La ridistribuzione della ricchezza è un principio eticamente giusto e intoccabile, ma in nome di questa non vanno mortificati i fattori produttivi della stessa. Le diseguaglianze oggi non nascono perché le classi più agiate sottraggono risorse a quelle più povere come in passato, ma perché in un mondo globalizzato hanno la possibilità di far maturare le proprie risorse in Paesi dove la crescita è molto più alta, dove la burocrazia è a volte fin troppo assente e dove la fiscalità è più conveniente. Chi invece non dispone di patrimoni rimane legato ad un reddito (quando c’è) di un paese in stasi e non sarà la ridistribuzione interna a cambiare le cose, se a fianco non poniamo una seria politica che abbia come principale obiettivo la crescita economica.
Se ci leghiamo però alla visione di cinquant’anni fa rischiamo di deprimere ancor di più il nostro sistema economico e chi ci rimetterà davvero non saranno i grandi patrimoni, ma i nostri poveri, perché là fuori ci sono due continenti con una quantità di potenziali (e attuali) consumatori che sono più di tre volte quelli del mondo occidentale.
In questo tanto devono fare i partiti, ma tanto devono fare anche i sindacati. Si deve tornare a lottare non battaglie per la riaffermazione di antiche regole da cui gli unici sconfitti sono proprio i lavoratori, ma per la contrattazione di nuovi salari e di nuovi diritti all’interno di una società che non è più quella che ha visto la nascita dello Statuto dei Lavoratori. Per dirla con Massimo D’Alema: “La mobilità, la flessibilità, sono innanzitutto un dato della realtà. È il grande problema che si pone a noi di sinistra. Dobbiamo costruire nuove e più flessibili reti di rappresentanza e di tutela. Se noi non ci mettiamo su questo terreno, rappresenteremo sempre di più soltanto un segmento del mondo del lavoro. Dobbiamo negoziare il salario e i diritti di chi sta nel lavoro nero, nel precariato, anziché stare fuori dalle fabbriche con in mano una copia del contratto nazionale del lavoro”.
E’ qui che deve inserirsi la battaglia del Partito Democratico: contro e per se stesso prima e per una società nuovo dopo, perché senza un modello per il futuro i cittadini tenderanno sempre più a rifugiarsi in ricette reazionarie.
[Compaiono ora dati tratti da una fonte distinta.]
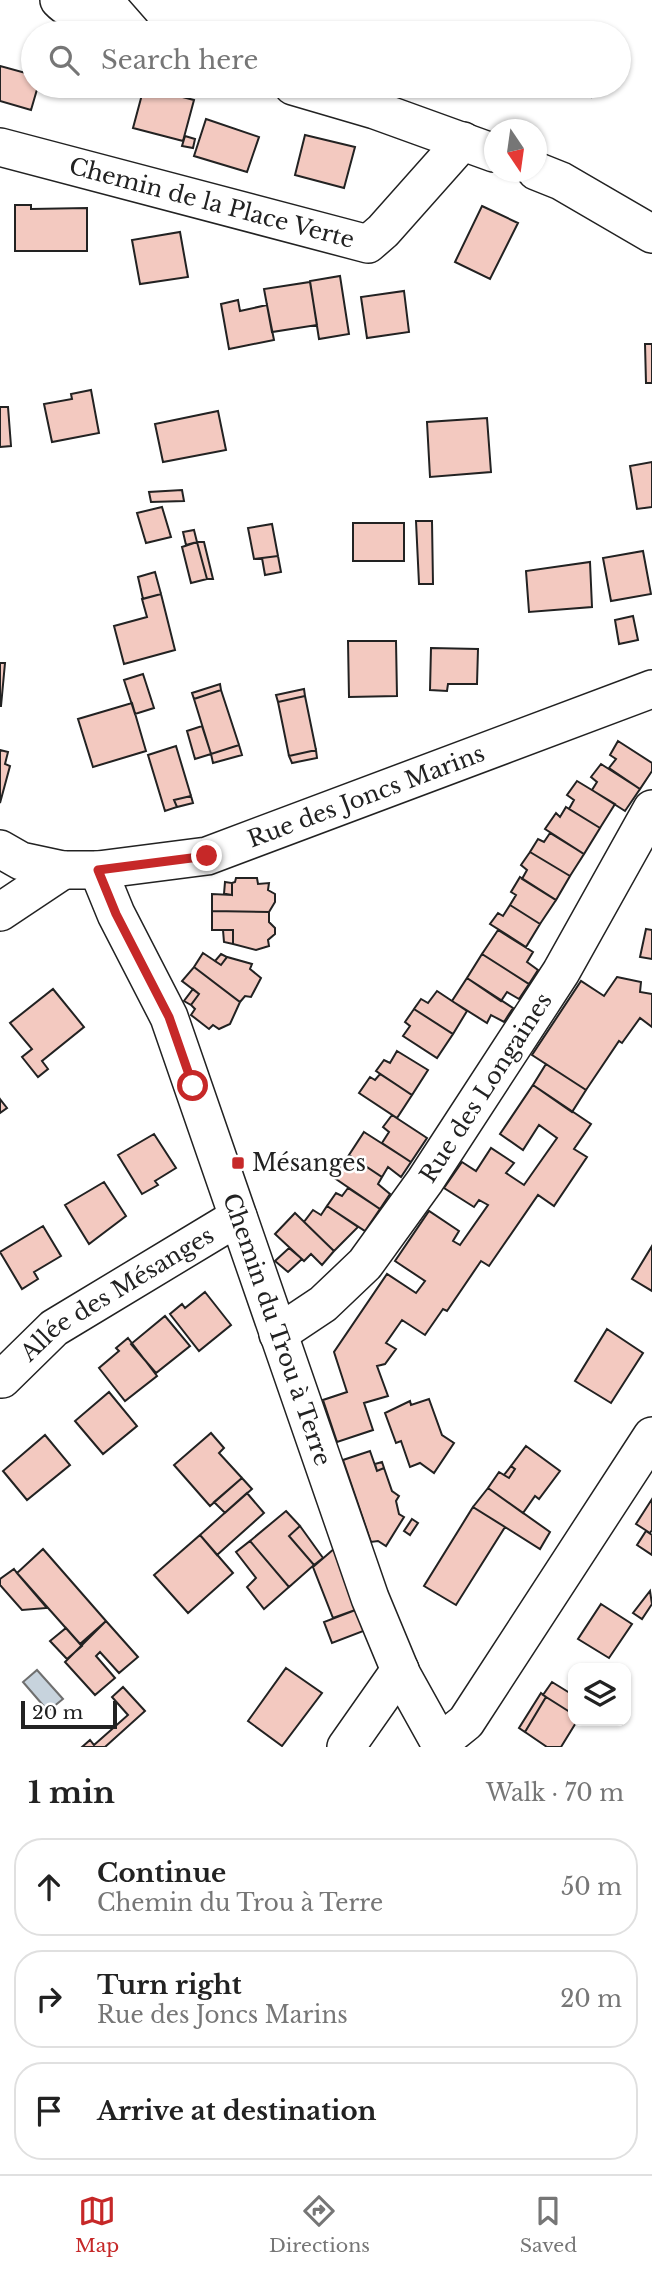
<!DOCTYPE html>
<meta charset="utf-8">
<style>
body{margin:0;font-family:"Libre Baskerville",serif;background:#f6f6f6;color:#222}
.controls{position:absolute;right:21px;bottom:21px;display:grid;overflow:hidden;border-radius:14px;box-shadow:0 2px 5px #0004}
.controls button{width:63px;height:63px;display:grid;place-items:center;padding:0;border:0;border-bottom:2px solid #e0e0e0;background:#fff;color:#222;font:35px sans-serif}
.compass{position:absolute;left:484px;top:119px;width:63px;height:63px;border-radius:50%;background:#fff;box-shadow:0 2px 5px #0004;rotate:167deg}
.scale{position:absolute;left:21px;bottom:18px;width:96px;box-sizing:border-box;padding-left:7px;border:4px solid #222;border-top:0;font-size:19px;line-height:24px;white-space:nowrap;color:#222;-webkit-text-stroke:5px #fff;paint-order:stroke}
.stop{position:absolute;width:21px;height:21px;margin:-16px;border:5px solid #c62828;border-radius:50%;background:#fff}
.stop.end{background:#c62828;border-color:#fff;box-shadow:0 2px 7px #0008}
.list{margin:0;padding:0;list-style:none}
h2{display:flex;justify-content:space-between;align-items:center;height:91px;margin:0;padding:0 28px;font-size:30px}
h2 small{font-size:23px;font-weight:400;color:#767676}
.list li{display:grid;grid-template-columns:46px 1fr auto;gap:21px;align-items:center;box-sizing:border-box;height:98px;margin:0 14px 14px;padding:0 14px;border:2px solid #e0e0e0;border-radius:28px}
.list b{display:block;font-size:26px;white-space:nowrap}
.list p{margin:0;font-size:23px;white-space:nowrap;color:#767676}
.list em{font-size:23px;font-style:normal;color:#767676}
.icon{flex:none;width:38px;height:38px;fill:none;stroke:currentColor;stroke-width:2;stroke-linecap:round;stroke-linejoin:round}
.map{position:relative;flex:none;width:652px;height:1747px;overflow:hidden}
.search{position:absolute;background:#fff;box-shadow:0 2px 5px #0004;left:21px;right:21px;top:21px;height:77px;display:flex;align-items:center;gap:18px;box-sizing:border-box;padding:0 24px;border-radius:38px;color:#767676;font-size:26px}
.sheet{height:427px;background:#fff}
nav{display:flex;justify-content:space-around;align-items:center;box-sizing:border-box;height:98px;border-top:2px solid #e0e0e0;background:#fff;font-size:19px;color:#767676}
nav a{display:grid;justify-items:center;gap:4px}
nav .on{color:#c62828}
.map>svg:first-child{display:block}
</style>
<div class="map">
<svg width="652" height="1747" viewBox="0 0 652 1747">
<rect width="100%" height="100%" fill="#fff"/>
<!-- water -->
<path fill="#c7d3dd" stroke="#6f6f6f" stroke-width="2" d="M37,1670L63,1699L48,1711L23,1682Z"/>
<!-- building -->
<path fill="#f3c9c0" stroke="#222" stroke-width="2" d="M0,66L33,75V86H38L31,110L0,101Z
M535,86H593L591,97Z
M144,87L194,100L183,141L133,128Z
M206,119L259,137L247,172L194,156Z
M305,135L355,147L344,188L295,175Z
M185,136L195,139L193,148L182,146Z
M15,205H31V209L87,208V251H15Z
M482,206L518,223L490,279L455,262Z
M180,232L188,277L140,284L132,240Z
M340,276L349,334L319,339L310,281Z
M310,282L317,325L272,332L264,289Z
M404,291L409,332L367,338L361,297Z
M238,300L240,311L267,305L274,340L229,349L221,304Z
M645,344H652V383H646Z
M91,390L99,433L52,442L44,404L72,399L71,394Z
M0,407H8L11,446L0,447Z
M218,411L226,450L163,462L155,424Z
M487,418L491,472L430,477L427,422Z
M652,462V507L637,509L630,466Z
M182,490L184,501L151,502L149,492Z
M162,507L171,537L146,543L137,513Z
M416,521H432L433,584H419Z
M353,523H404V561H353Z
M272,524L278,556L254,559L248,528Z
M194,530L197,542L186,545L183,532Z
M197,542L207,579L191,583L182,547Z
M197,542H204L213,579H207Z
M643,551L651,594L611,601L603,558Z
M278,556L281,572L265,575L262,558Z
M590,562L592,607L529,612L526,571Z
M155,572L161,594L143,599L138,577Z
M161,594L175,650L124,664L114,626L147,617L142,599Z
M633,616L638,640L619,644L615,620Z
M348,641H396L397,696L349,697Z
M431,648L478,649L477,684H448L447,691L430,690Z
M0,663H5L1,706H0Z
M143,674L154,708L135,714L124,680Z
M220,684L221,690L194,699L192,693Z
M304,689L305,696L278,702L276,695Z
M221,690L239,745L211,754L194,699Z
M305,696L316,750L289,756L278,702Z
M132,703L146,751L93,767L78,719Z
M202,726L211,754L195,759L187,731Z
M618,741L652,763V771L640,789L609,768L616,759L610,755Z
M239,745L242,755L213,763L211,754Z
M176,746L191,796L174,800L177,807L165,811L148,755Z
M0,750L8,752L5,764L10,766L0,803Z
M316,750L317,758L292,763L289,756Z
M601,764L640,789L625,811L592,790L597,782L591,777Z
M577,781L615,804L600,828L569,809L574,800L567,795Z
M191,796L193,803L177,807L174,800Z
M566,807L600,828L584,854L545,829L556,813L560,817Z
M550,833L584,854L570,876L530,852L538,839L544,842Z
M530,852L570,876L556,900L522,879L527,870L521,865Z
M520,877L556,900L540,924L510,905L516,895L511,892Z
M236,878H257L258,884L269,883L268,890L275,894V902L269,912L212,911V894L232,895V883L235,882Z
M225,882L232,883V895L224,894Z
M510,905L540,924L526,947L490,924L498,913L503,916Z
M212,911L269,912V922L275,928V934L268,940L269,946L256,950L233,944V930H212Z
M646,929L652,930V959L640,957Z
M223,930H233V944L224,942Z
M498,930L533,952L527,962L538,970L529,984L482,954Z
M203,953L221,965L227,957L252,964L250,969L261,978L251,997L245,996L240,1002L194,967Z
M221,954L227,957L221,965L215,961Z
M482,954L529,984L519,999L507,992L501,1001L467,978Z
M194,967L240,1002L230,1024L219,1029L213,1025L209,1029L191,1015L195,1009L191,1005L199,994L182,981Z
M617,977L641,982L640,992L652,994V1027L640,1018L622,1043L619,1041L586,1090L532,1055L581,981L604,996Z
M467,978L513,1008L504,1022L491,1015L487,1023L452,1001Z
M53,989L84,1027L42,1061L48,1069L38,1077L22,1057L32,1049L10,1023Z
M193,989L199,994L191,1005L184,1001Z
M437,991L467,1011L453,1034L414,1009L421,999L428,1003Z
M414,1009L453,1034L437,1058L403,1036L410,1026L405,1022Z
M397,1051L428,1070L412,1095L376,1071L384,1060L390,1063Z
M546,1064L586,1090L572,1112L533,1085Z
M380,1074L412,1095L397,1118L359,1093L370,1077L375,1080Z
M533,1085L591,1124L574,1149L587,1157L554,1206L538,1195L489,1266L481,1261L447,1311L443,1309L425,1335L402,1320L386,1343L396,1349L385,1364L377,1366L388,1396L364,1403L373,1430L337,1442L323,1400L347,1392L334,1352L387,1274L416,1293L425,1281L395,1261L429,1211L459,1231L453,1241L460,1245L488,1205L479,1200L474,1207L444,1188L462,1162L476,1171L491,1148L514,1163L506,1173L524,1185L557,1138L539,1125L523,1150L500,1134Z
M0,1099L7,1108L0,1113Z
M392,1115L427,1138L411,1162L382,1143L389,1132L383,1127Z
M364,1132L411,1162L401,1177L388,1167L382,1177L349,1155Z
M154,1134L176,1168L155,1181L158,1185L142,1194L118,1155Z
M349,1155L382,1177L378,1184L390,1194L380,1209L333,1177Z
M104,1182L126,1216L89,1244L65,1205Z
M348,1188L380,1209L365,1231L327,1206L336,1193L342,1196Z
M327,1206L358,1227L334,1251L304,1222L313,1210L321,1215Z
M295,1213L334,1251L322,1265L311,1254L304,1261L275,1234Z
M43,1226L61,1256L34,1272L38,1279L22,1289L0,1252Z
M652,1246V1291L632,1279Z
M289,1248L302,1259L288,1272L275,1261Z
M205,1292L231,1325L199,1351L170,1314L182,1304L185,1308Z
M165,1316L190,1346L156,1373L131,1344Z
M607,1329L643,1353L611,1403L575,1381Z
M128,1338L157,1376L125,1401L99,1368L119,1351L116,1348Z
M109,1392L137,1426L103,1454L75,1421Z
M429,1399L442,1435L454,1443L434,1473L420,1463L410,1467L401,1441L396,1443L385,1413L410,1401L411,1405Z
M211,1433L224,1448L219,1453L242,1478L210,1506L174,1465Z
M45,1435L70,1465L27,1500L3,1471Z
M526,1446L560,1471L539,1499L535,1496L523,1513L488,1488L499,1472L509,1478L515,1469L511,1466Z
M370,1451L377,1471L384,1468L392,1491L399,1496L396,1501L399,1514L404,1517L386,1546L378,1541L371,1542L343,1460Z
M382,1462L384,1468L377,1471L375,1464Z
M511,1466L515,1469L509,1478L504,1475Z
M242,1478L252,1489L225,1513L214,1502Z
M488,1488L550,1532L540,1549L473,1507Z
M247,1493L264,1513L217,1555L200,1535Z
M652,1499V1530L650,1533L636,1524Z
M473,1507L505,1527L456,1605L424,1586Z
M286,1511L300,1526L289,1536L314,1565L289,1587L250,1541Z
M412,1519L418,1523L410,1535L404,1531Z
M300,1526L323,1558L314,1565L289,1536Z
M646,1531L652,1535V1555L637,1545Z
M200,1535L233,1573L188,1613L154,1575Z
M250,1541L289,1587L264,1609L247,1587L256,1578L236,1552Z
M335,1548L358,1609L333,1618L313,1567Z
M43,1549L106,1621L80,1644L17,1573Z
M14,1569L17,1573L47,1608L22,1610L0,1585V1579Z
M650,1591L652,1604L642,1619L633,1613Z
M601,1604L632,1624L609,1658L578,1639Z
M358,1609L366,1630L332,1643L324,1622Z
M106,1621L138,1657L119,1673L100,1652L96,1656L115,1678L95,1695L65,1662Z
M66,1628L82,1646L67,1659L50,1641Z
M286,1668L322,1693L282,1746L248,1721Z
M552,1682L573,1695V1714L543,1695Z
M123,1687L145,1711L105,1747H82L90,1740L94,1745L128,1715L112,1697Z
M541,1693L546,1697L525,1732L519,1728Z
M546,1697L573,1714V1721H577L561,1747H547L525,1732Z"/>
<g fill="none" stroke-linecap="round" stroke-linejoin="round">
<!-- minor casing -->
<g stroke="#222" stroke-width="40">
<g id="minor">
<path d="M59,0C73,15 93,13 108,0"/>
<path d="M105,2L132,33"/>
<path d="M293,86L375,110L494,153"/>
<path id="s1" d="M0,147L368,244L383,231L463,141"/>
<path d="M536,171L561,181L652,234"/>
<path id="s2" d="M0,849L21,861L63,870H98L207,856L652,689"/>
<path id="s3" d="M98,870L116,914L169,1017L370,1598L402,1675L442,1747"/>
<path d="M0,912L63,870"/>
<path id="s4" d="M278,1334L323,1304L365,1264L425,1181L561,972L652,809"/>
<path id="s5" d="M2,1379L54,1328L238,1217"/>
<path d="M440,1743L466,1722L652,1436"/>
<path d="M346,1747L400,1670"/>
</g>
</g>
<!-- minor -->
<use href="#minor" stroke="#fff" stroke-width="37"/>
</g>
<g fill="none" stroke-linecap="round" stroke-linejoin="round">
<!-- route -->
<path stroke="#c62828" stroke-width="9" d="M193,1086L169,1017L116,914L98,870L207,856"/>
</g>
<!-- markers -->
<rect fill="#c62828" stroke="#fff" stroke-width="2.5" x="231" y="1156" width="14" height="14" rx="3.5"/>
<g text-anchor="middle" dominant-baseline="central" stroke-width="5" stroke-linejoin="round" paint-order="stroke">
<!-- street labels -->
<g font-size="23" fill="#222" stroke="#fff">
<text stroke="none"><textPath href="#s1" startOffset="219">Chemin de la Place Verte</textPath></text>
<text stroke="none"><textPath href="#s2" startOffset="382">Rue des Joncs Marins</textPath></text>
<text stroke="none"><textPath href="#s4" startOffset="326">Rue des Longaines</textPath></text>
<text stroke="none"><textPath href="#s5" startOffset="144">Allée des Mésanges</textPath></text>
<text stroke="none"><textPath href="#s3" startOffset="494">Chemin du Trou à Terre</textPath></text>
</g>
<!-- poi labels -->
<g font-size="23" fill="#222" stroke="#fff" text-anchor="start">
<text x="252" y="1163">Mésanges</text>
</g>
</g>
</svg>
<div class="controls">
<button><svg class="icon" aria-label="layers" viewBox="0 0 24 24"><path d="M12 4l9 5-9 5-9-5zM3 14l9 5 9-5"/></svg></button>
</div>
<svg class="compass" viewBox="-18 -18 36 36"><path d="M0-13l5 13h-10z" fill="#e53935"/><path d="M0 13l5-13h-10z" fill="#767676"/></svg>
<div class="scale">20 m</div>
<div class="stop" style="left:193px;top:1086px"></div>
<div class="stop end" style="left:207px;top:856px"></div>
<div class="search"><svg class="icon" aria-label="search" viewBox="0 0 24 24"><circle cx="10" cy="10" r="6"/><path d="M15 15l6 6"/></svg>Search here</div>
</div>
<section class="sheet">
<h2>1 min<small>Walk · 70 m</small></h2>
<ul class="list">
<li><svg class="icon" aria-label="ahead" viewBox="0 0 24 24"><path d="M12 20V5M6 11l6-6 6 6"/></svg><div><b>Continue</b><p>Chemin du Trou à Terre</p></div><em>50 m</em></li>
<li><svg class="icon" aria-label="right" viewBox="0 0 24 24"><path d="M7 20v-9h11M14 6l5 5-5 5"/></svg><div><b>Turn right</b><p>Rue des Joncs Marins</p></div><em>20 m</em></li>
<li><svg class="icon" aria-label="arrive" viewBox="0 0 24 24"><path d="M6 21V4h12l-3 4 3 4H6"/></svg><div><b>Arrive at destination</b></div></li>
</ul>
</section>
<nav>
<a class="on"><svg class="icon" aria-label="map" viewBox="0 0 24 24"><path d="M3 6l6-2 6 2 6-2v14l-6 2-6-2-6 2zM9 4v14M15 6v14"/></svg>Map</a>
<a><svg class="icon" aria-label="directions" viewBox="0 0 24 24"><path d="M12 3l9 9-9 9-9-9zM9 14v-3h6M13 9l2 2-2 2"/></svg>Directions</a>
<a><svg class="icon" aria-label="saved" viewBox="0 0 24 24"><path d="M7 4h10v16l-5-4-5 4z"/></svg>Saved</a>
</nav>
Ed è questo è nato il Partito Democratico. Rileggendo la Mozione Fassino del 2007, quella che portò alla nascita del PD, non si non soffermarsi sulle parole “Per questo abbiamo bisogno non di rinnegare il passato, ma reinventare i suoi valori, elaborando un ʺpensiero nuovoʺ, capace di leggere e di raccogliere le sfide di un secolo nuovo. Un pensiero nuovo può nascere se le diverse culture riformiste italiane – socialista, cattolico democratica, liberaldemocratica, ambientalista – vanno oltre la parzialità delle loro singole esperienze per incontrarsi e insieme, fondando il Partito Democratico, dare una rappresentanza politica unitaria al riformismo. Serve l’unità dei riformismi, perché dinanzi alle sfide del nuovo secolo, nessuna delle grandi culture e tradizioni politiche riformatrici del Novecento può pensarsi come autosufficiente.”
Essere di sinistra insomma significa guardare con obiettività al presente per costruire il futuro.